От многочисленных гостей не скрывалось его настойчивое ухаживание за панной Мариной Мнишек, которая играла, конечно, роль царицы самборских празднеств и балов, питая сладкую надежду вскоре сделаться царицей московской. По наружности своей Марина была под стать Лжедимитрию, ибо отнюдь не представляла собой какой-либо выдающейся красавицы: небольшого роста, худенькая брюнетка или шатенка, с довольно неправильными чертами лица, она привлекала внимание мужчин парой пригожих глаз, живостью характера и истинно польской кокетливостью.

Пока молодежь предавалась здесь танцам и веселью, а старшее поколение упивалось венгерским, шла деятельная работа по разным тайным сношениям. С одной стороны, верные агенты ездили к донским и запорожским казакам поднимать их на службу названому царевичу, обещая великие и щедрые награды, а с другой, велись усердные переговоры с краковским королевским двором.

Без прямого покровительства и содействия короля трудно, почти невозможно было рассчитывать на успешный исход предприятия. Коноводы его повели на Сигизмунда III приступы с двух сторон. С одной стороны действовали внушения канцлера Сапеги и некоторых единомышленных с ним сановников, например виленского епископа Венедикта Войны и краковского воеводы Николая Зебжидовского. Они представили королю те выгоды, которые могла получить Речь Посполитая в случае удачи от человека, посаженного ею на престол Московского государства, а в случае неудачи – от имевшей произойти там смуты. Главным образом, конечно, имелось в виду отторжение от Москвы областей Северской и Смоленской, входивших когда-то в состав Великого княжества Литовского. Лично для Сигизмунда являлась надежда отвлечь Москву от союза с его дядей Карлом, захватившим шведский престол, и даже с ее помощью воротить себе этот престол. С другой стороны, начинатели дела постарались затронуть известную католическую ревность Сигизмунда III и обратились к помощи высшего духовенства. У Мнишека и тут были сильные связи: так, кардинал-епископ Краковский Бернард Мацейовский приходился родственником и начал охотно помогать ему в сем деле. Еще важнее то, что Мнишеку удалось приобрести усердного себе пособника в лице папского нунция Клавдия Рангони. Юрий Мнишек писал к нему сам, заставлял писать и Лжедимитрия. Рангони пока не отвечал последнему, но письма его сообщал в Рим при своих донесениях. В первых сообщениях, отправленных в ноябре 1603 года, нунций приводит слышанную им от самого короля басню о чудесном спасении царевича, по-видимому не настаивая на ее достоверности. Сам папа Климент VIII отнесся к ней вначале недоверчиво и написал на донесении нунция: «Это вроде воскресшего короля португальского» (известного Лже-Себастиана). Тем не менее католичество и папство не могли, конечно, устоять против указанной Мнишеком столь соблазнительной перспективы, как распространение только что введенной в Западной Руси церковной унии и на всю Восточную Русь посредством будущего самодержавного царя, выражающего явную склонность немедленно перейти в католицизм. По сему вопросу начались деятельные переговоры между Краковом и Самбором, с одной стороны, и между Краковом и Римом – с другой, в смысле благоприятном для самозванца. Из роли наблюдателя Ран-гони скоро перешел к роли усердного его сторонника.

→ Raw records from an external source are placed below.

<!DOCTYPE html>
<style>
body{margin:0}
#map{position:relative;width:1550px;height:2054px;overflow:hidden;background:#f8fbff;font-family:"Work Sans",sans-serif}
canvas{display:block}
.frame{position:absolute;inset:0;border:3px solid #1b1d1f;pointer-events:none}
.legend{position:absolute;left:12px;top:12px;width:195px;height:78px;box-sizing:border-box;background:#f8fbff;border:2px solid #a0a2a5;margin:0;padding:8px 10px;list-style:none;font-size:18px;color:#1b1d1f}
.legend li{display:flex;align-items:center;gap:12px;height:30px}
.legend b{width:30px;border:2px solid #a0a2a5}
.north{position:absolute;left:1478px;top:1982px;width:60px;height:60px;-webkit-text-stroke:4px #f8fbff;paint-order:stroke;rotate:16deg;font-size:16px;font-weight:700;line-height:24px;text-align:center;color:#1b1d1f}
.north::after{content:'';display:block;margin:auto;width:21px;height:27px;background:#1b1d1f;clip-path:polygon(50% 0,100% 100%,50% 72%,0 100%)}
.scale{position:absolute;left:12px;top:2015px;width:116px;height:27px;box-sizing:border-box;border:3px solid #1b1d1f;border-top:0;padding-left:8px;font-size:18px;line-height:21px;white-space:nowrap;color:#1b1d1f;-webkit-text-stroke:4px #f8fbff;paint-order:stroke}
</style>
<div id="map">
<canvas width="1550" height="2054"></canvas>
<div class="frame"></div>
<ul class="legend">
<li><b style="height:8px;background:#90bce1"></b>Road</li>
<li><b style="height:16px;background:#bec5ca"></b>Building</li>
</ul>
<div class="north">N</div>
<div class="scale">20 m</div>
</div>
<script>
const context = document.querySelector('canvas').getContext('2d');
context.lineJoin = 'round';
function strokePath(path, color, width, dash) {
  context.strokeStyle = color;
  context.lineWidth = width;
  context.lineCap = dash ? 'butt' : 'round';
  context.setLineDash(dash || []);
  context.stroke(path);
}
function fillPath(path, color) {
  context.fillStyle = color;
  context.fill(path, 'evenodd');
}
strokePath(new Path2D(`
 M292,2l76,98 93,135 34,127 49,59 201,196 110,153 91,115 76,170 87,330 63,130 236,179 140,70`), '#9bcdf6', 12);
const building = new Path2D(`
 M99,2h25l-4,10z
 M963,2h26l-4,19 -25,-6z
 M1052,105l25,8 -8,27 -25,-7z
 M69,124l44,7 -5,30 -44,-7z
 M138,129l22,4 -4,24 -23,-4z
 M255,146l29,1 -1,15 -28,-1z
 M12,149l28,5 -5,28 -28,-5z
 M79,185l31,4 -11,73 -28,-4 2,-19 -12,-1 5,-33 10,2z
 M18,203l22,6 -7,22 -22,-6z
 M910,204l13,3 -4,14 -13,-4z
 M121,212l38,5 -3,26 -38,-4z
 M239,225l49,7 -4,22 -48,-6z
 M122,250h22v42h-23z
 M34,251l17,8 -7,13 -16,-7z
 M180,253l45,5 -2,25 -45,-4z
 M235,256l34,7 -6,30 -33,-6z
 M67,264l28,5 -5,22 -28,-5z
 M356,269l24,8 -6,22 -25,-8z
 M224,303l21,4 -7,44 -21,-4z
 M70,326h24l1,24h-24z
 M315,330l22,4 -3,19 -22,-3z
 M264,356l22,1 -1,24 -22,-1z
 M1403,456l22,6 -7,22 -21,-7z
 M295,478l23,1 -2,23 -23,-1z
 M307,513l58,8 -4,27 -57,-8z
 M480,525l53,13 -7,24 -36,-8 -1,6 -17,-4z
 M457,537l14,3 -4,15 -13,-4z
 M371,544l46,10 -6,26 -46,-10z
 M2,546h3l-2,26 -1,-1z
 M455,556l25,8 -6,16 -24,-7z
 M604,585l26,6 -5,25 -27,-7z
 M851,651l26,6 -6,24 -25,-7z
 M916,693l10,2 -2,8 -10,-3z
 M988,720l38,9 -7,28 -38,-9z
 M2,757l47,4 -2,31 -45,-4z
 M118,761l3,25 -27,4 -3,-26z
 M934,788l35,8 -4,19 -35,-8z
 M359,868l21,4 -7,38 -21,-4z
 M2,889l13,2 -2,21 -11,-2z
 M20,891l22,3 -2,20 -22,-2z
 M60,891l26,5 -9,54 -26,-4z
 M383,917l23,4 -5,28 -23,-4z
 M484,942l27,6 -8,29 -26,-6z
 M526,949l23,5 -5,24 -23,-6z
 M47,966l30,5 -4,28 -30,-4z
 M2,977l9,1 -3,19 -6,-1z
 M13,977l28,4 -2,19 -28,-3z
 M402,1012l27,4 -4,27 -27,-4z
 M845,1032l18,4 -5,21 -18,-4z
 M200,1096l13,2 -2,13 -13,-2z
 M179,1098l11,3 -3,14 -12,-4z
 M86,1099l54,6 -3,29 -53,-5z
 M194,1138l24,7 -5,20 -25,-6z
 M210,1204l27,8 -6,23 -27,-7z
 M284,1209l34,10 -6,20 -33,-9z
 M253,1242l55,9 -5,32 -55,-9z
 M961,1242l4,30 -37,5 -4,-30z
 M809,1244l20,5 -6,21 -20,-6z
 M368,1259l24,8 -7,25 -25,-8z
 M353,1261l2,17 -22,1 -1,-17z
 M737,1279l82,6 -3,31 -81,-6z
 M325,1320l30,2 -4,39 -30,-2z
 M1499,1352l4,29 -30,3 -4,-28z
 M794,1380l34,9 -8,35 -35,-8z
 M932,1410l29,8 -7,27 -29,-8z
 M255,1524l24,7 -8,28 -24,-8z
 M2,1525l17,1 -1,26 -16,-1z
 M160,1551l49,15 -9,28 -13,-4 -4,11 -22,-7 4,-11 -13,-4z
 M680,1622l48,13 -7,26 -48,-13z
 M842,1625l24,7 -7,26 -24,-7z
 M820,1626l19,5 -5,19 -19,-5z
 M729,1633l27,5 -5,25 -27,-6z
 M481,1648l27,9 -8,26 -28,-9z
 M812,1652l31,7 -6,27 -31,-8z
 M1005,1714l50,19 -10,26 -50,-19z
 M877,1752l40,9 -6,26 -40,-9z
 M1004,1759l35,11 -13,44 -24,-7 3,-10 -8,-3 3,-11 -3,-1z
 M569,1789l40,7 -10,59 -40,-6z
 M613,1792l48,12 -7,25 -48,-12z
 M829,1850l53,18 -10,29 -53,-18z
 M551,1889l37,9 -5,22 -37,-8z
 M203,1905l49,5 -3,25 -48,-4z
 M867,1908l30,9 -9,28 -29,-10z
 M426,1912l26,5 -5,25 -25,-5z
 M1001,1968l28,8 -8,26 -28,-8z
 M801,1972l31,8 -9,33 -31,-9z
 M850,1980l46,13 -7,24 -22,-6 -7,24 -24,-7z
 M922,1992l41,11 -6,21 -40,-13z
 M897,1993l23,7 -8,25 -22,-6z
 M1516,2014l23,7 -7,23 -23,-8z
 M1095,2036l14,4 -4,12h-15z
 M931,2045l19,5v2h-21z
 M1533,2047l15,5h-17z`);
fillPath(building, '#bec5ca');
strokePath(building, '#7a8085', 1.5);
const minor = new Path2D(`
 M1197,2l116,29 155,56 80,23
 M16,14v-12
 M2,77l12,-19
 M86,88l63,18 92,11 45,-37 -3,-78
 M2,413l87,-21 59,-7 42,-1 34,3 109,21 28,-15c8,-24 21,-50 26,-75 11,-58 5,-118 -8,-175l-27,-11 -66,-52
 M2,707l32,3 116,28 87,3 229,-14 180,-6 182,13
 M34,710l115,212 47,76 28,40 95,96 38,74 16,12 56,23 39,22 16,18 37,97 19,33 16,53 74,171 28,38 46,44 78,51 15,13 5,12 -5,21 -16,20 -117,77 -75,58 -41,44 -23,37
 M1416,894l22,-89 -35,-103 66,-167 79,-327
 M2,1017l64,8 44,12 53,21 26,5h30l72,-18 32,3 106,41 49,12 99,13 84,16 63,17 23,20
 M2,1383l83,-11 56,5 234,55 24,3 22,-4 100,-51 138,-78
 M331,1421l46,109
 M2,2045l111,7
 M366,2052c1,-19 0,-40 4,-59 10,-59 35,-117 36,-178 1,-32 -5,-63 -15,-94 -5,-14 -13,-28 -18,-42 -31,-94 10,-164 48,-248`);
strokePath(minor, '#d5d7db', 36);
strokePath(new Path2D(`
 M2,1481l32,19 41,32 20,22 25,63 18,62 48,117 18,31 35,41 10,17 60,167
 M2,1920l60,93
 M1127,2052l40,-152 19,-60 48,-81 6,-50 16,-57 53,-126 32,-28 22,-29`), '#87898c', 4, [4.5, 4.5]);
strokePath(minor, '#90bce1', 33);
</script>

При всей недальновидности своей Сигизмунд III понимал, что имеет дело с грубым обманом; однако уступил помянутым внушениям и позволил вовлечь себя в это гнусное дело. Свое участие он начал как бы с соблюдением некоторой осторожности. В январе следующего, 1604 года от краковского двора послан был в Самбор для поверки личности Димитрия какой-то ливонец, будто бы некогда находившийся у него в услужении в Угличе. Произошла новая комедия взаимного признания. Названый Димитрий узнал якобы своего бывшего слугу; а сей последний узнал Димитрия по его отличительным знакам, особенно по его неровной длины рукам. По некоторым известиям, и этот лжесвидетель был подставлен все тем же Львом Сапегой. После того, по приглашению короля, в марте 1604 года, Лжедимитрий вместе с Константином Вишневецким прибыл в Краков, где остановился в доме Мнишека. Вскоре туда же приехал сам хозяин и также усердно начал задабривать влиятельных лиц, знакомя их с мнимым царевичем, стараясь ласкательством и угощениями привлечь их на его сторону. 13 марта Мнишек давал пир для сенаторов. На этом пиру Рангони впервые увидал Лжедимитрия. В его донесении Риму, по поводу первого впечатления, уже заметно явное пристрастие. «Димитрий, – пишет он, – молодой человек с хорошею выдержкой, смуглым лицом и большим пятном на носу против правого глаза; белая продолговатая кисть руки указывает на его высокое происхождение; он смел в речах, а в его поступках и манерах отражается поистине что-то великое».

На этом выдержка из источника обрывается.